Feddern Vivian, Cunha Junior Anildo, De Prá Marina C, Busi da Silva Marcio L, Nicoloso Rodrigo da S, Higarashi Martha M, Coldebella Arlei, de Abreu Paulo G
a Embrapa Suinos e Aves , Concórdia , SC , Brazil.
b Universidade Federal de Santa Catarina , Florianópolis , SC , Brazil.
J Air Waste Manag Assoc. 2017 Jul;67(7):754-762. doi: 10.1080/10962247.2017.1279695. Epub 2017 Jan 12.
The effects of two alternative sources of animal fat-derived biodiesel feedstock on CO, CO, NO tailpipe emissions as well as fuel consumption were investigated. Biodiesel blends were produced from chicken and swine fat waste (FW-1) or floating fat (FW-2) collected from slaughterhouse wastewater treatment processes. Tests were conducted in an unmodified stationary diesel engine operating under idling conditions in attempt to simulate slow traffic in urban areas. Significant reductions in CO (up to 47% for B100; FW-2) and NO (up to 20% for B5; FW-2 or B100; FW-1) were attained when using biodiesel fuels at the expense of 5% increase in fuel consumption. Principal component analysis (PCA) was performed to elucidate possible associations among gas (CO, CO, and NO) emissions, cetane number and iodine index with different sources of feedstock typically employed in the biodiesel industry. NO, cetane number and iodine index were inversely proportional to CO and biodiesel concentration. High NO emissions were reported from high iodine index biodiesel derived especially from forestry, fishery and some agriculture feedstocks, while the biodiesel derived from animal sources consistently presented lower iodine index mitigating NO emissions. The obtained results point out the applicability of biodiesel fuels derived from fat-rich residues originated from animal production on mitigation of greenhouse gas emissions. The information may encourage practitioners from biodiesel industry whilst contributing towards development of sustainable animal production.

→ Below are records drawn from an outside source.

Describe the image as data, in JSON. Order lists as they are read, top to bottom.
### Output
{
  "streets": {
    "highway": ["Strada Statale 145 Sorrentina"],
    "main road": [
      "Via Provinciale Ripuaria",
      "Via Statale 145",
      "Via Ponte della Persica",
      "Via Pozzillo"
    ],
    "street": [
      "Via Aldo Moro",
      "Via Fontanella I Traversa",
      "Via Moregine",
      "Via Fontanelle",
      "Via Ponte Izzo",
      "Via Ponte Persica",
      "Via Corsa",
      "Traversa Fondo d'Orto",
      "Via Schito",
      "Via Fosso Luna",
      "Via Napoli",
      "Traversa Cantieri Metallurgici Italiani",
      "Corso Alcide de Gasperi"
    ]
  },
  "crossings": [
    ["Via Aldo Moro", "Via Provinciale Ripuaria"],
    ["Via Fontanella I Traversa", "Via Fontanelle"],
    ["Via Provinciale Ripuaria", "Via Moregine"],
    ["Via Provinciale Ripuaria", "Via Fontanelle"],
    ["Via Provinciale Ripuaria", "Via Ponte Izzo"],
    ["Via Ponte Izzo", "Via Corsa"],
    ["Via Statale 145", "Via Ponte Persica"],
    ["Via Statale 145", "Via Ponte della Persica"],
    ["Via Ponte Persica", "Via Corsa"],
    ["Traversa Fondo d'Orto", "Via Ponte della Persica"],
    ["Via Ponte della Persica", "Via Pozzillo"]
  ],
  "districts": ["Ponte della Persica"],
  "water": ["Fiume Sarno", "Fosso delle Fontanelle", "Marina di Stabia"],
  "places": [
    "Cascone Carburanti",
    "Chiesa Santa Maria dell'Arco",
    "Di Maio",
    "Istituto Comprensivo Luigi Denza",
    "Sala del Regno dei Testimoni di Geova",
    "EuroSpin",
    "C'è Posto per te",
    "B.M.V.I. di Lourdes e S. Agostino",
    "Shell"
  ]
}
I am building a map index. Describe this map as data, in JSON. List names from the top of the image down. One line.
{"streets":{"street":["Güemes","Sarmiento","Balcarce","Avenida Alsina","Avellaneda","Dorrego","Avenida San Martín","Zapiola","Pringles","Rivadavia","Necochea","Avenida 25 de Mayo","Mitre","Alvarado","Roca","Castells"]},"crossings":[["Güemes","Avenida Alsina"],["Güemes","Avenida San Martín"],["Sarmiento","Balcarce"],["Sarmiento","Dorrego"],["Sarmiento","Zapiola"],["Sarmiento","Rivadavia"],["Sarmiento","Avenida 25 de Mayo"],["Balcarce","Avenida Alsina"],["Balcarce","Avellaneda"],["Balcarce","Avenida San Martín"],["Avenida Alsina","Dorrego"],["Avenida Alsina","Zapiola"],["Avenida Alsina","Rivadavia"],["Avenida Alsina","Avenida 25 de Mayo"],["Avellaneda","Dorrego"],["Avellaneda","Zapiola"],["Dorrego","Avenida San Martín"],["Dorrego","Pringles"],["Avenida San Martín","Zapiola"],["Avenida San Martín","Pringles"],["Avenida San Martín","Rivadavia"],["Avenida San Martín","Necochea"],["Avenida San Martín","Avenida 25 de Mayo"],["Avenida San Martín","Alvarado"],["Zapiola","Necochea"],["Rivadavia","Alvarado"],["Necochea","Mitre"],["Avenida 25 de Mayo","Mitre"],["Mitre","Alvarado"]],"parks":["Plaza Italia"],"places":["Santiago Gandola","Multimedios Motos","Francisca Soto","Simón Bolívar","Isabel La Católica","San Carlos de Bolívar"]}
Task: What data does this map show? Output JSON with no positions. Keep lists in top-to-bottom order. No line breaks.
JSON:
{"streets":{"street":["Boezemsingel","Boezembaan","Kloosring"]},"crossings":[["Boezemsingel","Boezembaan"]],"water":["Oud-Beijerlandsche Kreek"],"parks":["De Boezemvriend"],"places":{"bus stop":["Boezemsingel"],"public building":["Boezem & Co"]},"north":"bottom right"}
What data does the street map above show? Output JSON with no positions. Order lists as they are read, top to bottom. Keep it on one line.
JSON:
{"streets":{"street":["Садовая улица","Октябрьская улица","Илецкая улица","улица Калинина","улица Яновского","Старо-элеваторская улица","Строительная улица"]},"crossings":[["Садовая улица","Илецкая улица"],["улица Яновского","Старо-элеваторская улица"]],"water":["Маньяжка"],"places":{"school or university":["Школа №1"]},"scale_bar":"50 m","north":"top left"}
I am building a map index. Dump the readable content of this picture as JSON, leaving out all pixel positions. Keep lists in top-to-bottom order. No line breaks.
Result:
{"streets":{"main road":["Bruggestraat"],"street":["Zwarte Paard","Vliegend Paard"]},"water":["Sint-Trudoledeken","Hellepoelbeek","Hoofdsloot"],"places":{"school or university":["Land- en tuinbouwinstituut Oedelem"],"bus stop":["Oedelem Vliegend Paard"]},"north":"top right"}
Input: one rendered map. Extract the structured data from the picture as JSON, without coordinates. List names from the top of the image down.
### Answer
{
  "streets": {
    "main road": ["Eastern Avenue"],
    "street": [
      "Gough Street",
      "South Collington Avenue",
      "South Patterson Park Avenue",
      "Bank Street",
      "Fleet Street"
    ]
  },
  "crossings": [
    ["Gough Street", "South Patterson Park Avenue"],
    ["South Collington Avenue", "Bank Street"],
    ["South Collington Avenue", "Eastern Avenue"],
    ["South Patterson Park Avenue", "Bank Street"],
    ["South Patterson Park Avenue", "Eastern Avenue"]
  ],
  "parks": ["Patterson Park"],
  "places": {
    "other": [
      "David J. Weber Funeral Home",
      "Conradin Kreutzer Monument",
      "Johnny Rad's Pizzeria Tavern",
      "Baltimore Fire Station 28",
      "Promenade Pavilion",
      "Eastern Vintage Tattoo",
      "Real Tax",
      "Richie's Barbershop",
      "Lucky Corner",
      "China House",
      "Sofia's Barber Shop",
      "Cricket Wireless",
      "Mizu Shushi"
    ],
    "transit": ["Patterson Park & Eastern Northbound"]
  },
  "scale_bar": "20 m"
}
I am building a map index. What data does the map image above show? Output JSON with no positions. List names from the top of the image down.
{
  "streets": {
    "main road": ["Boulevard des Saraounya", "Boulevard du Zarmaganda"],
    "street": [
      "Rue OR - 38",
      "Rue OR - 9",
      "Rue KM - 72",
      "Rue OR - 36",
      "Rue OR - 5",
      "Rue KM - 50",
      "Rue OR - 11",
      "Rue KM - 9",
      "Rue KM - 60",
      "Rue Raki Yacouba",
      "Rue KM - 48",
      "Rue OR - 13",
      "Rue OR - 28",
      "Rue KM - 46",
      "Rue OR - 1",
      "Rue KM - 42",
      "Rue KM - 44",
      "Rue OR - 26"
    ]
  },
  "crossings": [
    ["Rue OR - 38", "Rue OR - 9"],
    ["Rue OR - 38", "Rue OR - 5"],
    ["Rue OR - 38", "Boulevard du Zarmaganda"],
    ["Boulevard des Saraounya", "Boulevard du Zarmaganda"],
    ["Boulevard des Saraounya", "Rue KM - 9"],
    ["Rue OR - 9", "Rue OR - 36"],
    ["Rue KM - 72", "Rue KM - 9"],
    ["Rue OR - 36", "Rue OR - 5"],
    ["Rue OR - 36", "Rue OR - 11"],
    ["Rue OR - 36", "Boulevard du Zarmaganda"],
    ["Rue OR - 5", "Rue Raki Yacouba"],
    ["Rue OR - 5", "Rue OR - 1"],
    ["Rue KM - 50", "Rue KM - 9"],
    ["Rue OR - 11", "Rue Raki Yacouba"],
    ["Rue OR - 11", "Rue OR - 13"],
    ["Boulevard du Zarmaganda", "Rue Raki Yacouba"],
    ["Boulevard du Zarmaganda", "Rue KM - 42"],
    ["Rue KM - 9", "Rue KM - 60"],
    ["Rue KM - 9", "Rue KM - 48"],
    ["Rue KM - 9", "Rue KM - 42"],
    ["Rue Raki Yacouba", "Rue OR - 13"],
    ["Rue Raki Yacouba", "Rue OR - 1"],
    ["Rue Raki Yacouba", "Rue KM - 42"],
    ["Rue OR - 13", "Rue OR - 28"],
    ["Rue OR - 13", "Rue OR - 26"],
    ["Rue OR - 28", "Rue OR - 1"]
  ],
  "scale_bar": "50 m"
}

Emissions from motor vehicles can contribute considerably to the levels of greenhouse gases in the atmosphere. The use of biodiesel to replace or augment diesel can not only decrease our dependency on fossil fuels but also help decrease air pollution. Thus, different sources of feedstocks are constantly being explored for affordable biodiesel production. However, the amount of carbon monoxide (CO), carbon dioxide (CO), and/or nitrogen oxide (NO) emissions can vary largely depending on type of feedstock used to produce biodiesel. In this work, the authors demonstrated animal fat feasibility in replacing petrodiesel with less impact regarding greenhouse gas emissions than other sources.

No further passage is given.